When he returned to Ireland in 2005, Cassin got a job with Ulster Bank and stayed in the role longer than originally intended.

“I was there for 10 years and it got to a time where I felt like a passenger in my own life.

“I was just going through the motions,” he says.

It was at this point that Cassin decided to begin writing a script, something that he always had an interest in.

“I got tips online because in Coláiste Dhúlaigh we didn’t really touch on scripts, it was all about production.

“I wrote it in about six to nine months,” he says.

“I saw in Empire magazine that there was a convention in Los Angeles where you could pitch your script to producers from Warner Brothers and 20th Century Fox, etc.”

Cassin decided to spend his holiday money on return flights and a short stay in Los Angeles with the hopes of getting his script picked up.

“It was like speed dating but with pitching,” he says.

“You would get a couple of minutes to explain your idea but it was usually just an intern from the company.”

“However, one person got back to me and said that while my idea was too big and would never get made, he liked my writing and advised that I write something smaller – more contained.”

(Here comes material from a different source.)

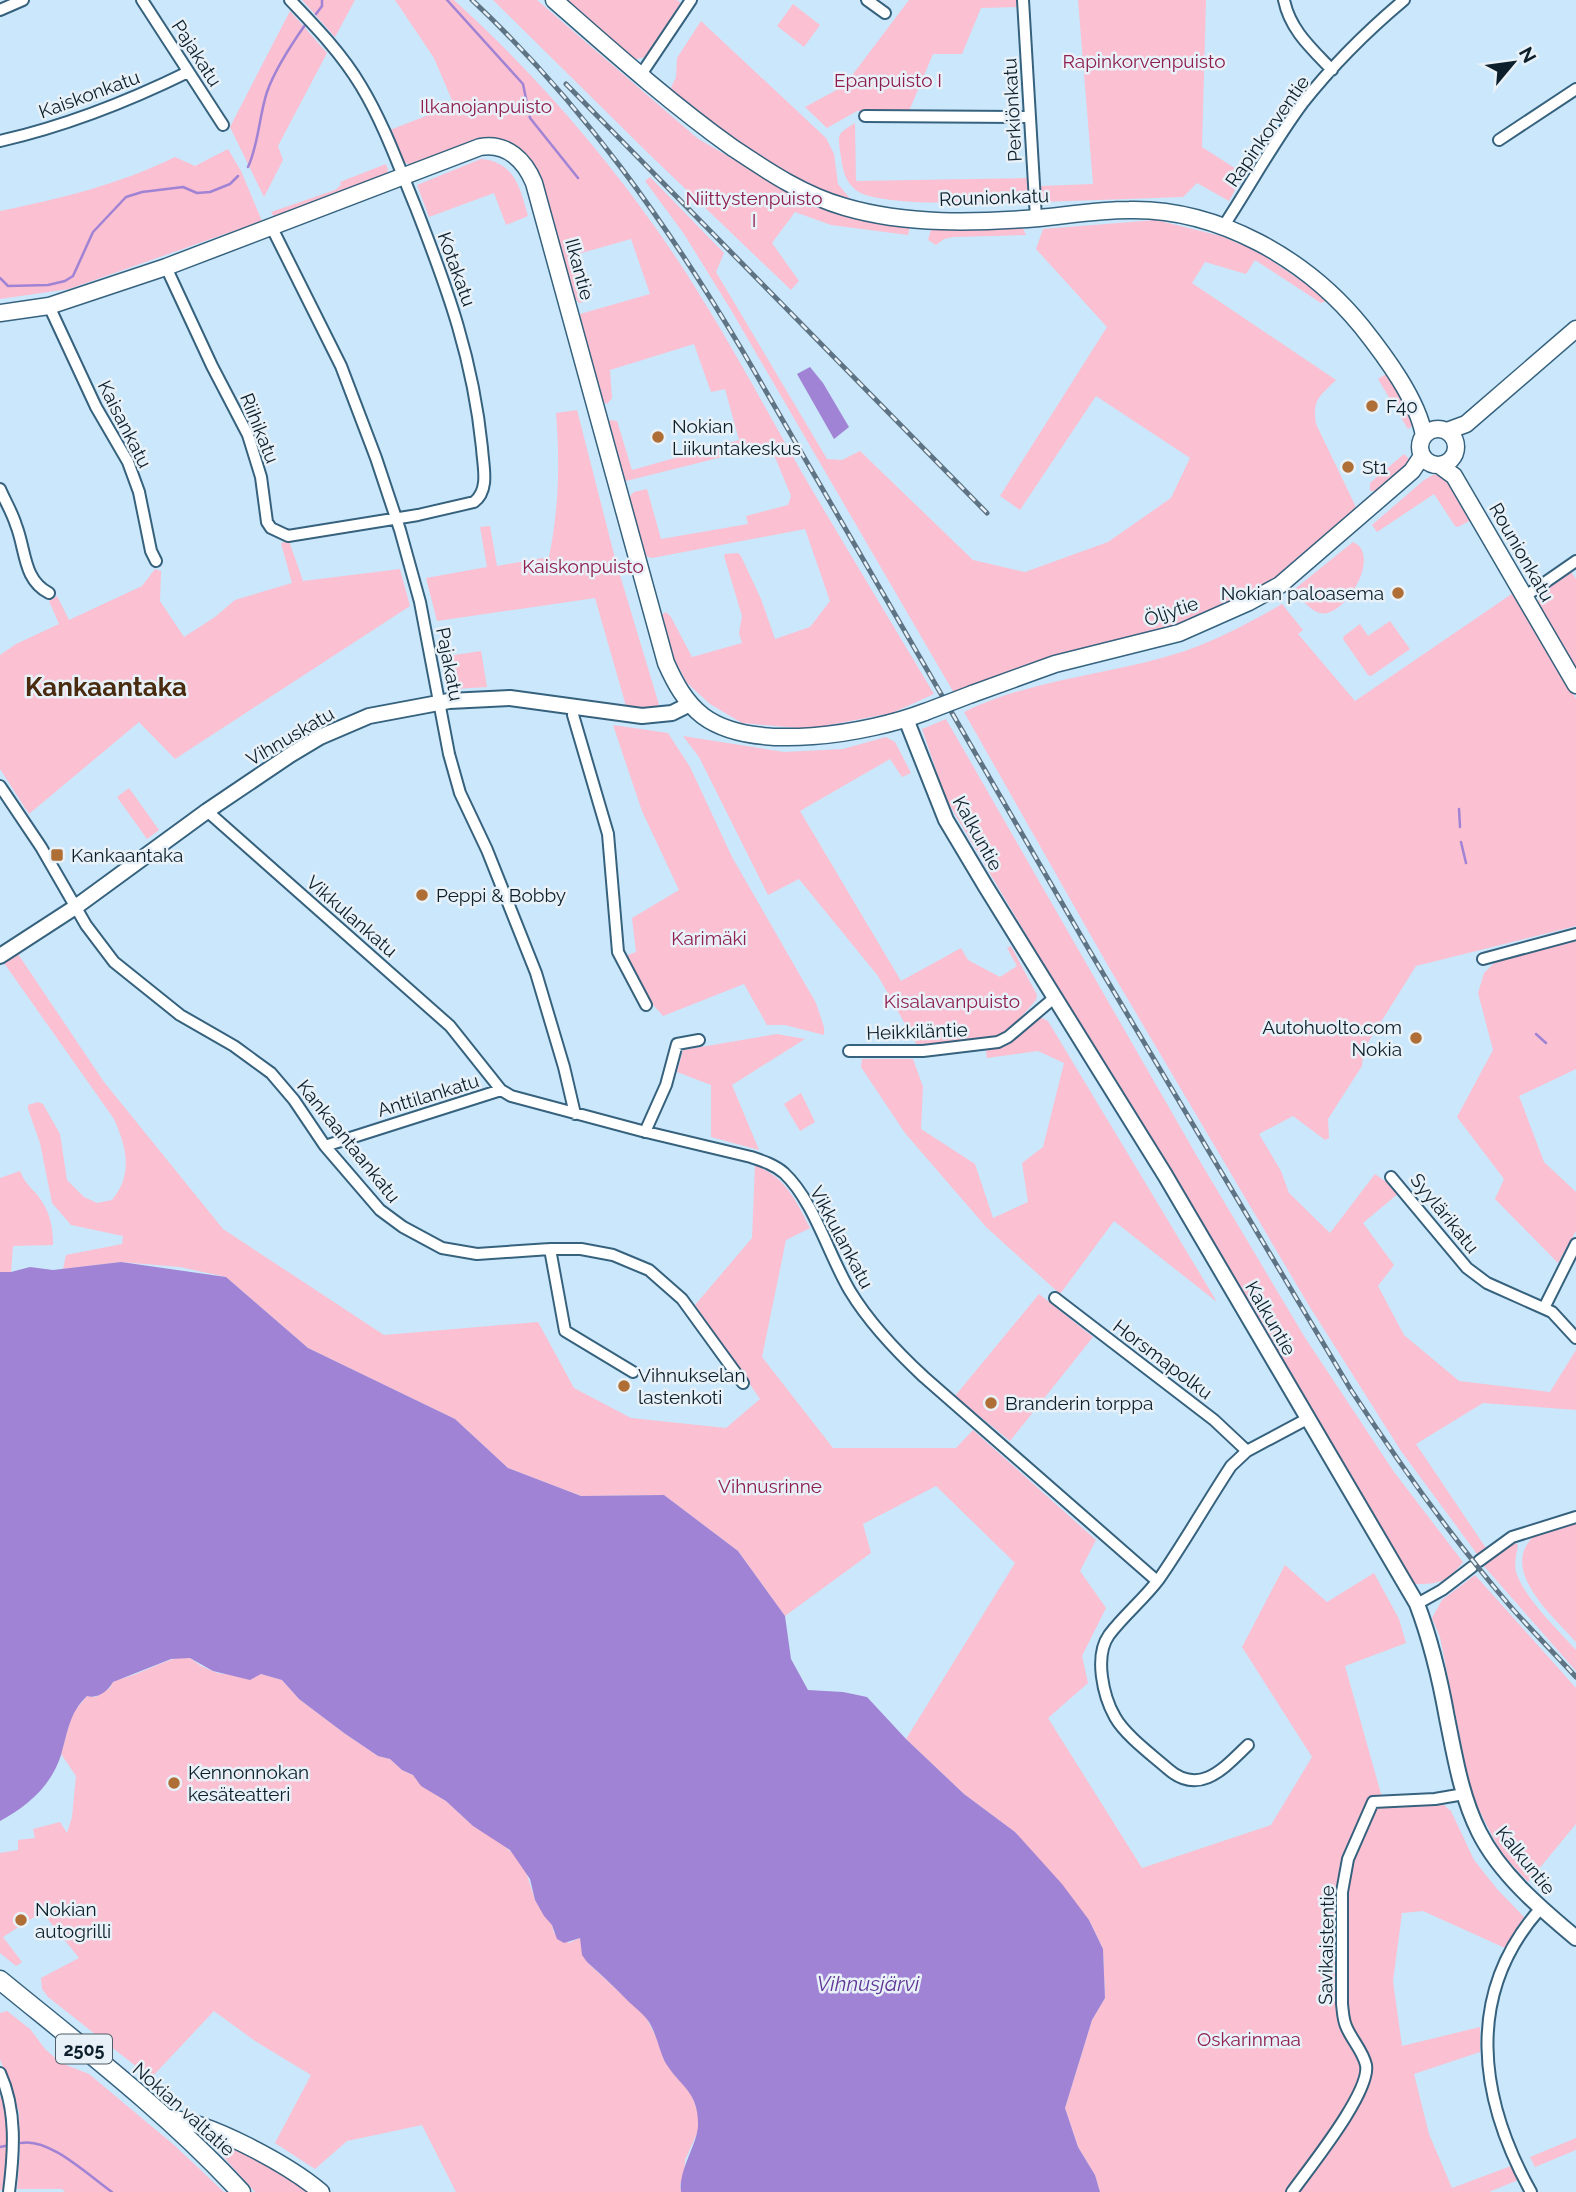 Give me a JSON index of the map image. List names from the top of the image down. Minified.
{"streets":{"main road":["Rounionkatu","Ilkantie","Öljytie","2505","Nokian valtatie"],"street":["Pajakatu","Kaiskonkatu","Perkiönkatu","Rapinkorventie","Kotakatu","Kaisankatu","Riihikatu","Vihnuskatu","Kalkuntie","Vikkulankatu","Heikkiläntie","Anttilankatu","Kankaantaankatu","Syylärikatu","Horsmapolku","Savikaistentie"]},"crossings":[["Pajakatu","Kaiskonkatu"],["Pajakatu","Kotakatu"],["Pajakatu","Ilkantie"],["Pajakatu","Riihikatu"],["Pajakatu","Vihnuskatu"],["Pajakatu","Vikkulankatu"],["Perkiönkatu","Rounionkatu"],["Rapinkorventie","Rounionkatu"],["Rounionkatu","Öljytie"],["Kotakatu","Ilkantie"],["Kotakatu","Riihikatu"],["Ilkantie","Kaisankatu"],["Ilkantie","Riihikatu"],["Ilkantie","Öljytie"],["Ilkantie","Vihnuskatu"],["Ilkantie","Kalkuntie"],["Öljytie","Kalkuntie"],["Vihnuskatu","Vikkulankatu"],["Vihnuskatu","Kankaantaankatu"],["Kalkuntie","Heikkiläntie"],["Kalkuntie","Savikaistentie"],["Vikkulankatu","Anttilankatu"],["Anttilankatu","Kankaantaankatu"]],"districts":["Kankaantaka"],"water":["Vihnusjärvi"],"parks":["Rapinkorvenpuisto","Epanpuisto I","Ilkanojanpuisto","Niittystenpuisto I","Kaiskonpuisto","Karimäki","Kisalavanpuisto","Vihnusrinne","Oskarinmaa"],"places":{"other":["F40","Nokian Liikuntakeskus","St1","Nokian paloasema","Peppi & Bobby","Autohuolto.com Nokia","Vihnukselan lastenkoti","Branderin torppa","Kennonnokan kesäteatteri","Nokian autogrilli"],"transit":["Kankaantaka"]},"north":"top right"} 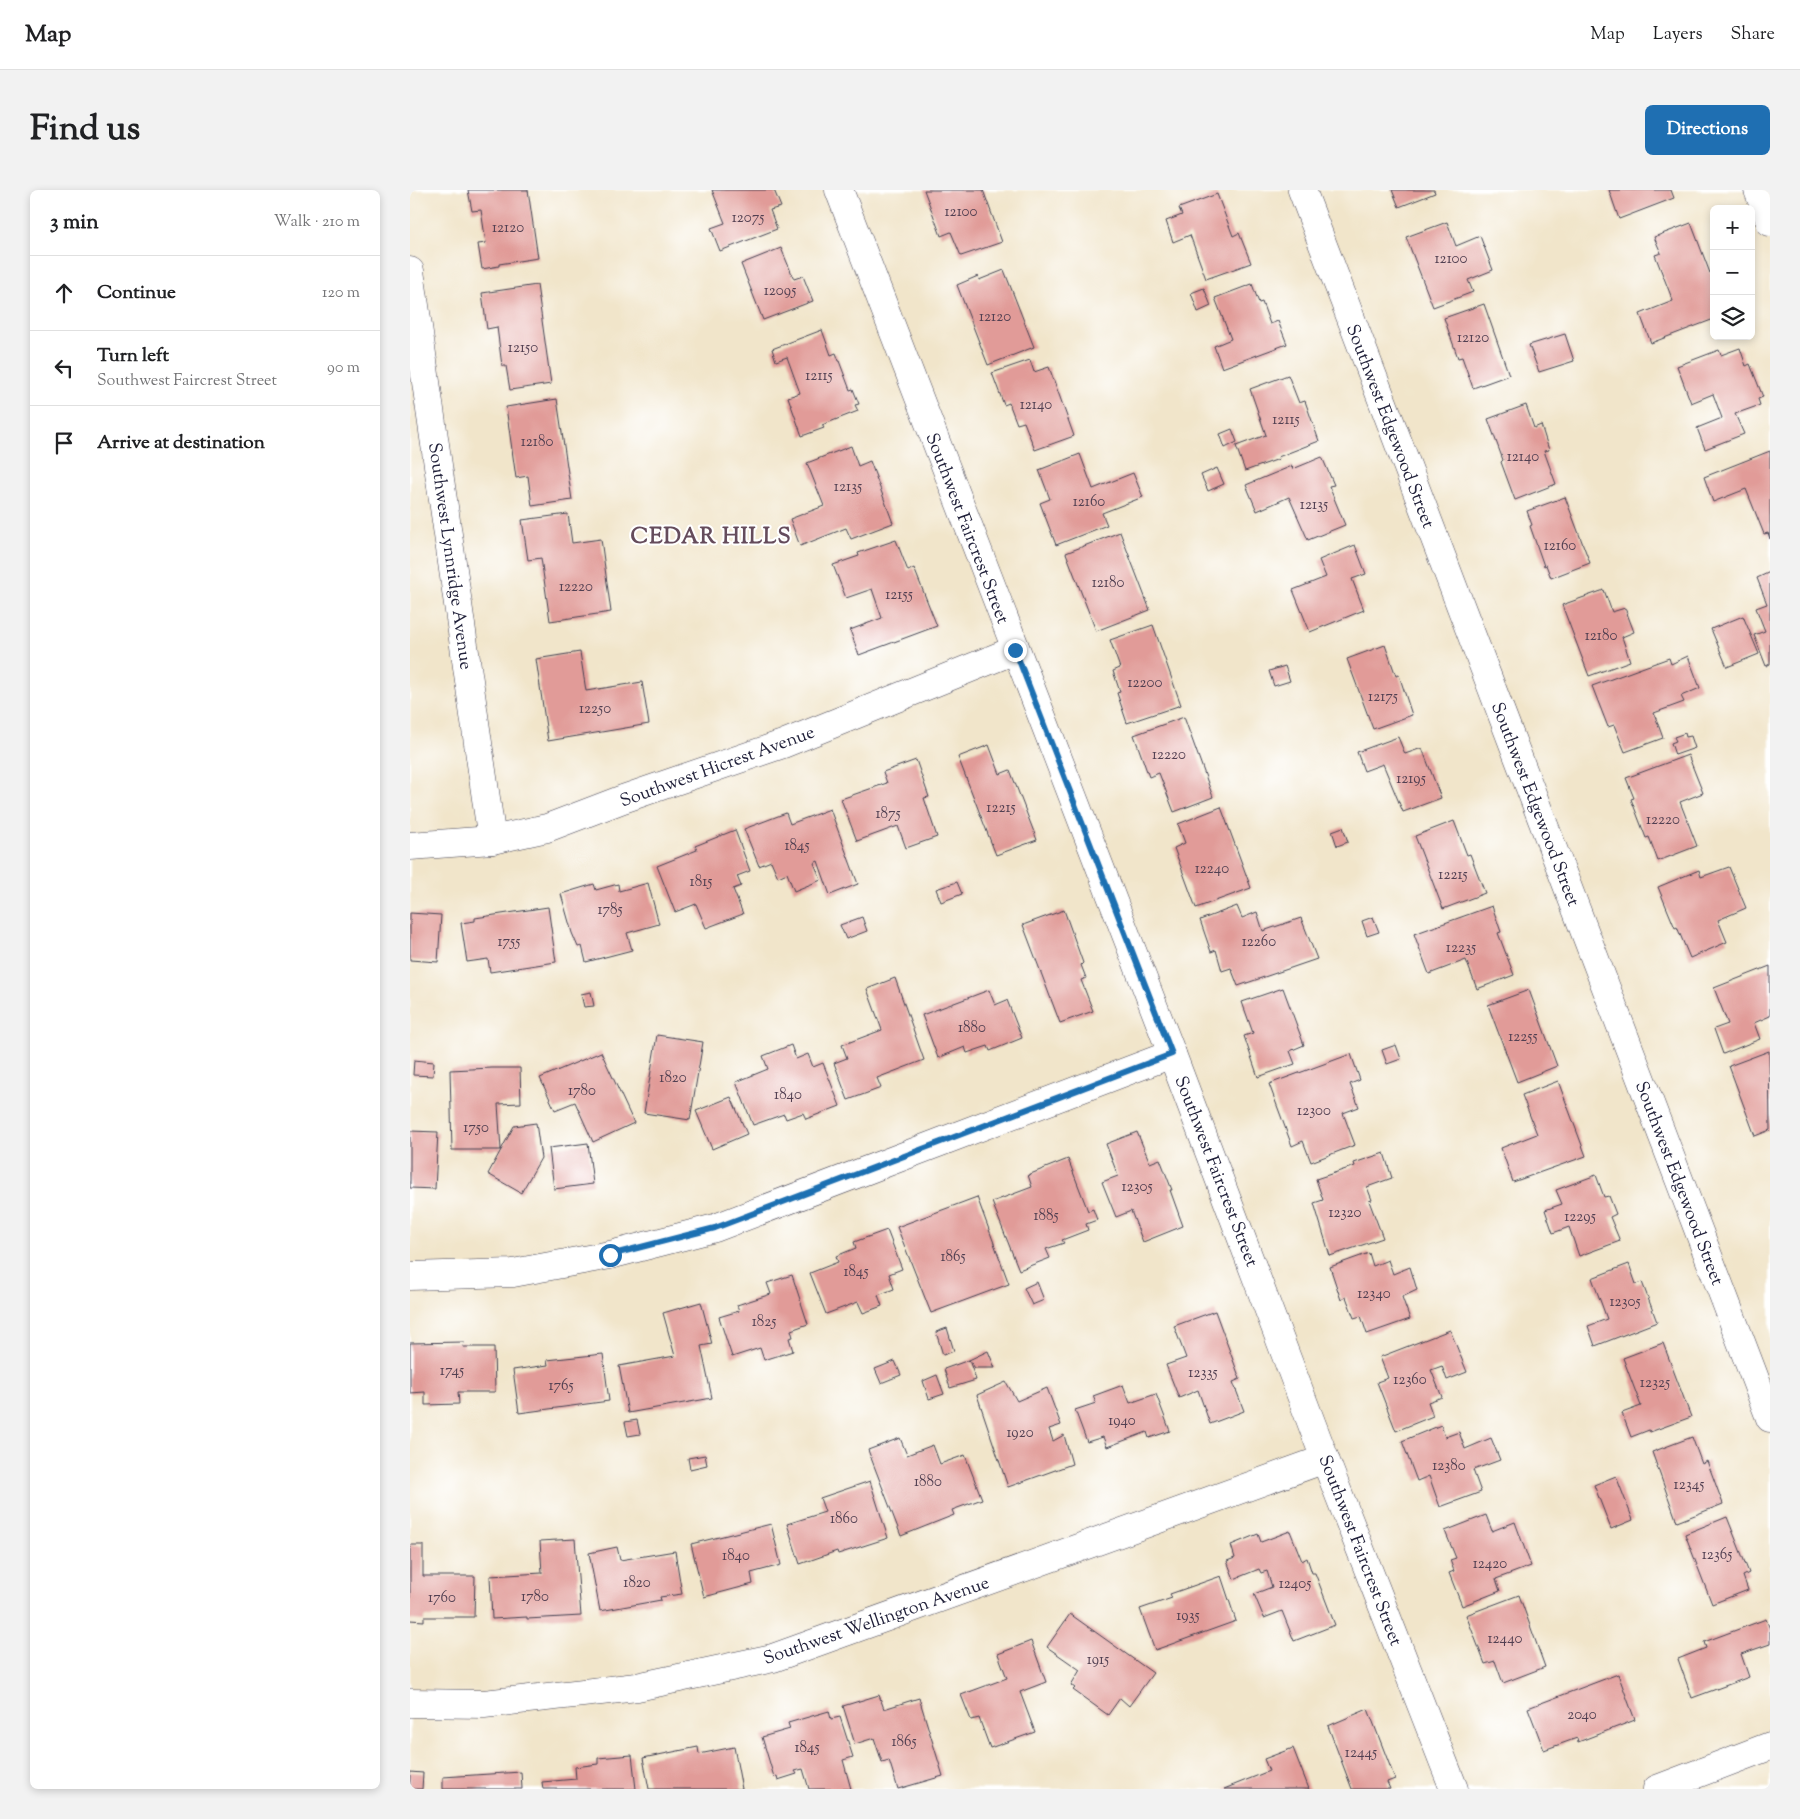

In May 2015, Cassin decided to quit his job in the bank and pursue his dream career, beginning with a two-year stay in Vancouver.

Here, Cassin flew down to Los Angeles from time to time, absorbing what he could from both cities.

“I realised that you can’t piecemeal this, I was essentially all in for 24 hours a day.”

After his visa expired, Cassin returned to Ireland once again, but this time with more direction.

“I came back to Ireland at the end of 2017 and at the start of 2018 I worked on a movie here called The Turning as an assistant to the producer.”

It was during this time Cassin received a phone call from French producer and writer Phillipe Martinez who liked Cassin’s writing.

“He invited me to stay on this old vineyard near Rome for a while so we could write a movie together.”

“We ended up writing three movies because we had so many ideas.”

All three films have since been funded, cast and shot but the Covid-19 pandemic has delayed their release.

This year, Cassin hopes – if restrictions allow – he will be venturing further afield once again.

One of his movies is set to be filmed in Malta with an A-list actor that Cassin won’t, or can’t, yet disclose.

“It’s 99% there but the producers will go mad at me if I say a name,” he says.

After that, Cassin hopes to fly back to Vancouver for more work and then down to Los Angeles.

“I have stuff cooking in my brain all the time and want to explore various genres.

“I don’t care if I fail – or a project fails – I just want to put myself out there and do it.”

As for advice to other aspiring screenwriters, Cassin says “you don’t have to be a naturally gifted writer.”

“Screenwriting is a craft you need to work on.

“I wasn’t a big writer when I was younger – I only wrote my first script when I was in my 30s,” he says.

“Learn about structure and format, things that you can research and how to tell a story. You got to stay regimented and even if there is nothing going on you got to keep on writing.”

“Oh, grammar and spelling is important too,” he says with a laugh.